Will this policy affect the real estate you hold? How do you know whether your house needs to be declared separately to the government?
You can check your local tax bill. If you are from Toronto, please pay attention to the time to declare. Mandatory reporting of usage status. All residential property owners in Toronto will be required to declare the status of their properties annually. The declaration must be made by the homeowner or someone on behalf of the homeowner. Filing will determine whether the vacant properties tax is applicable and payable.
A principal residence can be vacant for up to six months throughout the tax year without paying tax.
How to calculate it?
A vacant residence tax of 1% of the current value assessment (CVA) will be imposed on all Toronto residences that have been declared, deemed or determined to be vacant for more than six months in the previous year.
For example, if your property’s CVA is $1 million, the tax billed would be $10,000 (1% x $1,000,000).
Taxes are based on the property's status during the previous year. For example, if the home is vacant in 2023, taxes will begin to be paid in 2024.
How to declare?
You will need your 21-digit assessment roll number and the customer number from your tax bill or property tax account statement.

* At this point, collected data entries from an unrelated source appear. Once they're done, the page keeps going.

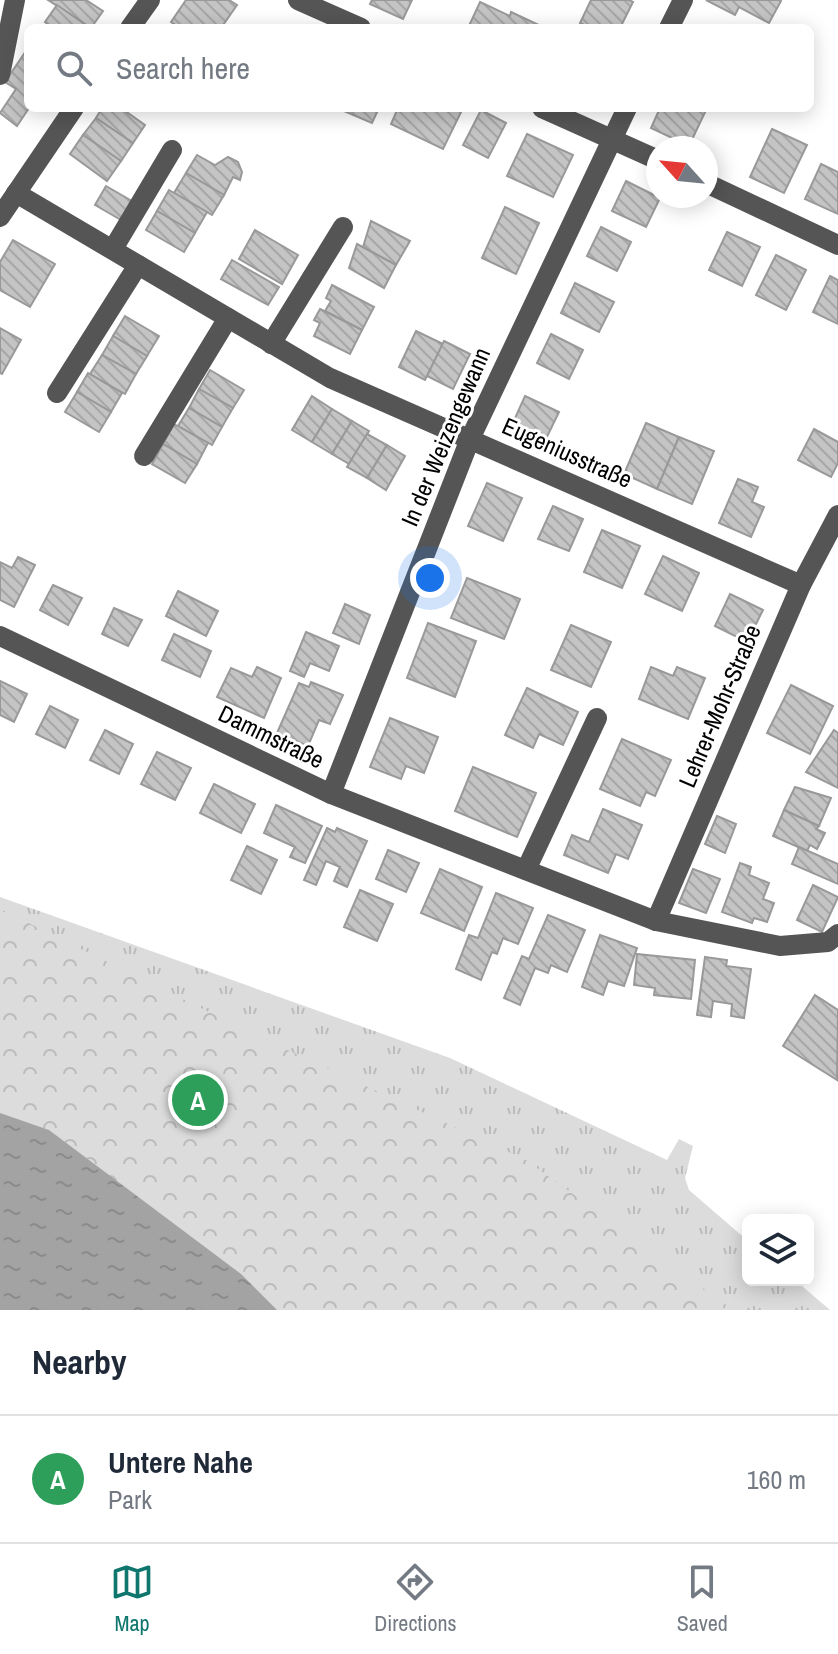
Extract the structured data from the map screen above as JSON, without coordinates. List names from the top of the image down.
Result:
{
  "streets": {
    "street": [
      "In der Weizengewann",
      "Eugeniusstraße",
      "Lehrer-Mohr-Straße",
      "Dammstraße"
    ]
  },
  "crossings": [
    ["In der Weizengewann", "Eugeniusstraße"],
    ["In der Weizengewann", "Dammstraße"],
    ["Eugeniusstraße", "Lehrer-Mohr-Straße"],
    ["Lehrer-Mohr-Straße", "Dammstraße"]
  ],
  "north": "top left",
  "page": {
    "search": "Search here",
    "pins": "A",
    "heading": "Nearby",
    "list": [
      {
        "mark": "A",
        "name": "Untere Nahe",
        "note": "Park",
        "value": "160 m"
      }
    ],
    "nav": ["Map", "Directions", "Saved"]
  }
}
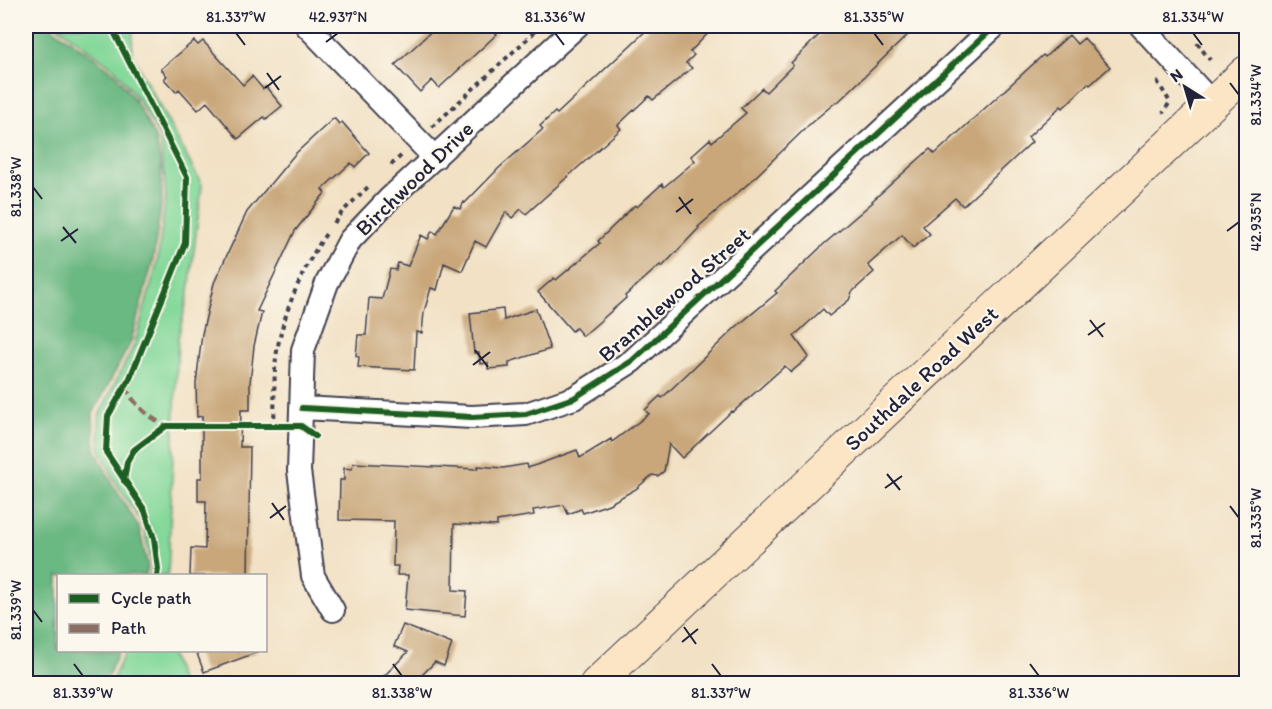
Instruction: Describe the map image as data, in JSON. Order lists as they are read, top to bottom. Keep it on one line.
{"streets":{"main road":["Southdale Road West"],"street":["Birchwood Drive","Bramblewood Street"]},"crossings":[["Birchwood Drive","Bramblewood Street"]],"legend":["Cycle path","Path"],"north":"top left","coordinates":["81.337°W","42.937°N","81.336°W","81.335°W","81.334°W","81.338°W","42.935°N","81.339°W"]}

Usage declarations should be made through the City’s secure online declaration portal, which will open in mid-December 2022. If needed, homeowners can obtain a paper declaration form by contacting 311. Paper forms must be completed in full and received by the City of Toronto by the deadline to avoid being fined and having the property considered vacant. Incomplete forms will not be accepted. Please note Canada Post delivery times.
What will happen if you don’t declare?
If the owner fails to file an annual return and/or provide supporting documentation by the deadline, the residential property will be considered vacant.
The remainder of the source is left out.